Franzi's mother lives alone in Berlin. How does she live with her daughter's decision? At first there is nothing to suggest that she is worried. "The people from Opus Dei are very nice. Franzi is in good hands there," she says. When the girl converted at the time, it was a shock. She exemplified Protestant Christianity for her as best she could. And then suddenly it didn't mean anything to her anymore.
Franzi's membership in Opus Dei, however, did not surprise her. She is someone who does everything very precisely, everything with ultimate consistency. But that the daughter will put on a penitential belt, whip herself with a whip, and never give her mother a grandchild? The answer is hesitant. Yes, that is sad. But she just looks to see if Franzi has any scars anywhere. If your daughter is fine, she doesn't think about it much anymore. Sometimes Franzi gives her mother some of the works to read. It alienates her, says the mother. At some point, just turn them off. The mother thought that she herself had a part in Franzi's development. She speaks of guilt. She and her daughter used to be alone. Franzi doesn't even know how beautiful a family can be. She didn't even get to know her father. Now she has God, who is always loyal to her. He'll never leave her. The mother's expression is not desperate. Perhaps "powerless" is the right word.

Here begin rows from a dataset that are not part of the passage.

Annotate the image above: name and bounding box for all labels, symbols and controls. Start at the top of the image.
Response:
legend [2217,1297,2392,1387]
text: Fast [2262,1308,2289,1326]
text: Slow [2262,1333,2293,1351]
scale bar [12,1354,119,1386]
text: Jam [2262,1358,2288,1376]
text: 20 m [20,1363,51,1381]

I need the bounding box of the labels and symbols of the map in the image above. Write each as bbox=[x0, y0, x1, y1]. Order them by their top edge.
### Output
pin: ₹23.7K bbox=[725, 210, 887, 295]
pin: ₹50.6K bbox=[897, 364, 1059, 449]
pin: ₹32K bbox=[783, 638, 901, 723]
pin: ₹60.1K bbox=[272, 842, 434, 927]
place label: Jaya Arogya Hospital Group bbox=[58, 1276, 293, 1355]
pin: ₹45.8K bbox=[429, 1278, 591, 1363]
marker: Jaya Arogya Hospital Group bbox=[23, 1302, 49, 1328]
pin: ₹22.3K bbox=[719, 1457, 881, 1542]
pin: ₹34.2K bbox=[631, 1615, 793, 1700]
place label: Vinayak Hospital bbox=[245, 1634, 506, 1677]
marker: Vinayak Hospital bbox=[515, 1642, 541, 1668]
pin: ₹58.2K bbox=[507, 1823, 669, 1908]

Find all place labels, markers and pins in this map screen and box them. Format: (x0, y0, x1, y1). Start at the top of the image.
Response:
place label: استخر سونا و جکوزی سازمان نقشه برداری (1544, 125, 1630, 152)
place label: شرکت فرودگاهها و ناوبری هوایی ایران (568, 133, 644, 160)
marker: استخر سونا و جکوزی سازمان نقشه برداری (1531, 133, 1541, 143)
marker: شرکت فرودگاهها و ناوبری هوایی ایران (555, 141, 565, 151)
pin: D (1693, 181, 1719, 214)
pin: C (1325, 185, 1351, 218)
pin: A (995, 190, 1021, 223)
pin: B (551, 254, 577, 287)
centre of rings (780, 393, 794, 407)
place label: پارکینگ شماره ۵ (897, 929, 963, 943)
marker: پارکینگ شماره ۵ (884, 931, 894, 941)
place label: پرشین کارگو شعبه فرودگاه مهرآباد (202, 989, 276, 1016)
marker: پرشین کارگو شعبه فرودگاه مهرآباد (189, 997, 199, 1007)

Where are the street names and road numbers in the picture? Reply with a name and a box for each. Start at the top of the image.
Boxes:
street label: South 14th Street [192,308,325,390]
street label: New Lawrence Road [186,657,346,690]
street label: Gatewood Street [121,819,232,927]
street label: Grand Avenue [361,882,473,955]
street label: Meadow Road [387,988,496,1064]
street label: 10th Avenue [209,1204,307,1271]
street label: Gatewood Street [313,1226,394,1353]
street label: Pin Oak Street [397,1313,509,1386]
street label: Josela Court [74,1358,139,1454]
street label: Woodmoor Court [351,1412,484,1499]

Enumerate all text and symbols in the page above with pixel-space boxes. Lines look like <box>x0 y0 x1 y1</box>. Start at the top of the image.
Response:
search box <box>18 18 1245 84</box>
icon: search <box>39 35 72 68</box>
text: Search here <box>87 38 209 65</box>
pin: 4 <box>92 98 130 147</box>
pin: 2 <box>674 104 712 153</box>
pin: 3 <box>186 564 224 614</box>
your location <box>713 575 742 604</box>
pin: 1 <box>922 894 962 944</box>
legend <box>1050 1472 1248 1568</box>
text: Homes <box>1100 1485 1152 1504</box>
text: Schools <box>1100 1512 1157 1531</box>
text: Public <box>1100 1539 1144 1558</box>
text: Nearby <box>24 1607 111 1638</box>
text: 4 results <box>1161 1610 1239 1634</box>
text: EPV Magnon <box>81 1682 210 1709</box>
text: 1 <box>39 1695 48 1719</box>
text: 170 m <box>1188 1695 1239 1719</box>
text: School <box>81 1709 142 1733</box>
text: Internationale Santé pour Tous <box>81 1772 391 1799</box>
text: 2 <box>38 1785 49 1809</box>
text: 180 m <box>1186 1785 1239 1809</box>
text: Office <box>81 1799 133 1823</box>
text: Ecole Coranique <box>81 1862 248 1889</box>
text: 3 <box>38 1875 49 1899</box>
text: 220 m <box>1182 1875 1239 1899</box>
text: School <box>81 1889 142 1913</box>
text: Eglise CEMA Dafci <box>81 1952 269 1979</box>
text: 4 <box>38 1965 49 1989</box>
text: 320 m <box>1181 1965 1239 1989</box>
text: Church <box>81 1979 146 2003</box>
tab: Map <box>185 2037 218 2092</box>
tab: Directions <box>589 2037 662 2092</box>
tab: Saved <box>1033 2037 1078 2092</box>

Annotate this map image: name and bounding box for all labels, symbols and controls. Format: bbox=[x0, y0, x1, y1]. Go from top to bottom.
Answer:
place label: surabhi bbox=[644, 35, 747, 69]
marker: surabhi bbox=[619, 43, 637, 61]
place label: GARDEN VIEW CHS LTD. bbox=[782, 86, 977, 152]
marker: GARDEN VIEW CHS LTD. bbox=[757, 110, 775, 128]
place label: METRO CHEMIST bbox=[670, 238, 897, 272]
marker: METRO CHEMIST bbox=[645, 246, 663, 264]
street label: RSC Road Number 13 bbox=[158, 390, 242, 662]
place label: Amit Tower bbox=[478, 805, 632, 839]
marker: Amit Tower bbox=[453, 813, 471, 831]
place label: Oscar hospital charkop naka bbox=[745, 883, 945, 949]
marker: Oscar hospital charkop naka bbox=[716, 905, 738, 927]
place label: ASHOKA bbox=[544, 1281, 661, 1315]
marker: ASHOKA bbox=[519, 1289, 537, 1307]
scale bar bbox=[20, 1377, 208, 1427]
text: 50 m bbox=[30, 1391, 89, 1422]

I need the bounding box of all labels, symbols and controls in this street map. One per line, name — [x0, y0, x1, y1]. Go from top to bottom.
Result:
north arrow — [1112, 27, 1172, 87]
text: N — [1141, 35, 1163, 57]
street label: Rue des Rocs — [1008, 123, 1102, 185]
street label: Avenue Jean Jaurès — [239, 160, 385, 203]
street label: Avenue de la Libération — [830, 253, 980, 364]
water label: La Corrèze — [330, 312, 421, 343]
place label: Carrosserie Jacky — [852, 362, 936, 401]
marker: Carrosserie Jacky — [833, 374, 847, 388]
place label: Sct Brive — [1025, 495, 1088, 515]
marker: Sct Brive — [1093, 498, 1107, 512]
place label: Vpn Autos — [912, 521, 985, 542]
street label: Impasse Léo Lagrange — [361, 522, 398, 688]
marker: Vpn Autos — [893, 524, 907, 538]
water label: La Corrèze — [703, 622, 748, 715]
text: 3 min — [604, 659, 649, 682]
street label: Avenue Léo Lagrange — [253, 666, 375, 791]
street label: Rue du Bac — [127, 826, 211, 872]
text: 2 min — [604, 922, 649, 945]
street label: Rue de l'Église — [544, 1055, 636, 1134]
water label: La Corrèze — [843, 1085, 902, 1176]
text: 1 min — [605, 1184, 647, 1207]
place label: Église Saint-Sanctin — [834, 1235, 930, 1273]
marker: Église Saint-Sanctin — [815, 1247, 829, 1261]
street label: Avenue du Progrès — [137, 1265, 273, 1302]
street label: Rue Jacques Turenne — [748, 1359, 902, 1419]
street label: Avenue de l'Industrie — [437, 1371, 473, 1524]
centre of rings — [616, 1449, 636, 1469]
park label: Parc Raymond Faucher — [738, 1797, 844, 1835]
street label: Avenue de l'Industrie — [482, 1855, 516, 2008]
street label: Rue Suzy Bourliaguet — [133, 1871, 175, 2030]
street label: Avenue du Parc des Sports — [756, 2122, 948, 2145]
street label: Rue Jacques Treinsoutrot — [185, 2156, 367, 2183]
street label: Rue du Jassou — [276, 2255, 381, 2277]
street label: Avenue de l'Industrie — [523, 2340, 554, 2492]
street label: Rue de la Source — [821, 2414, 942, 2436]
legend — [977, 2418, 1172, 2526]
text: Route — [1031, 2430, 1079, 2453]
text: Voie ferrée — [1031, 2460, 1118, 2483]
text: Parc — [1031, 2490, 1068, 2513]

Martin Hochholzer, advisor for sectarian and ideological issues at the Catholic Office for Missionary Pastoral (KAMP), confirms this thesis without knowing Franzi. "Opus Dei offers young people a home, an orientation in life, clear rules. The work takes the place of the family. It is very tempting for someone who has a lack of it." Hochholzer rates Opus Dei as an employee of the Catholic Church.
Clear rules. Georg Döller would probably speak of control and incapacitation. Then Franzi would smile and reply that as a Catholic laywoman she doesn't want to just live like that. That she has a mission in the world. That she acts in accordance with her calling, according to God's will - and that she fulfills it deeply. You can now imagine the answer to every critical question.
The inner logic of Opus Dei is captivating. Still, she has no way of knowing what is coming. She could also meet a man at university who questions her whole life plan. "No," says Franzi simply. "I act like I'm married. I don't send false signals. The boys know that." She says that at a second meeting. Hilde Müller is not there this time, but it doesn't really make any difference. Franzi has internalized the teachings of the work. She is absolutely certain that what she is doing is right. Anyone who has doubts about its truth can only regret it; after all, he has not yet reached her level of knowledge. Franzi recognizes neither control nor manipulation or a profound intervention in her personality development. For them, Opus Dei is the way to perfection, the only way to God. Franzi doesn't seem like a victim, but like a self-confident young woman. Maybe that's just so disturbing.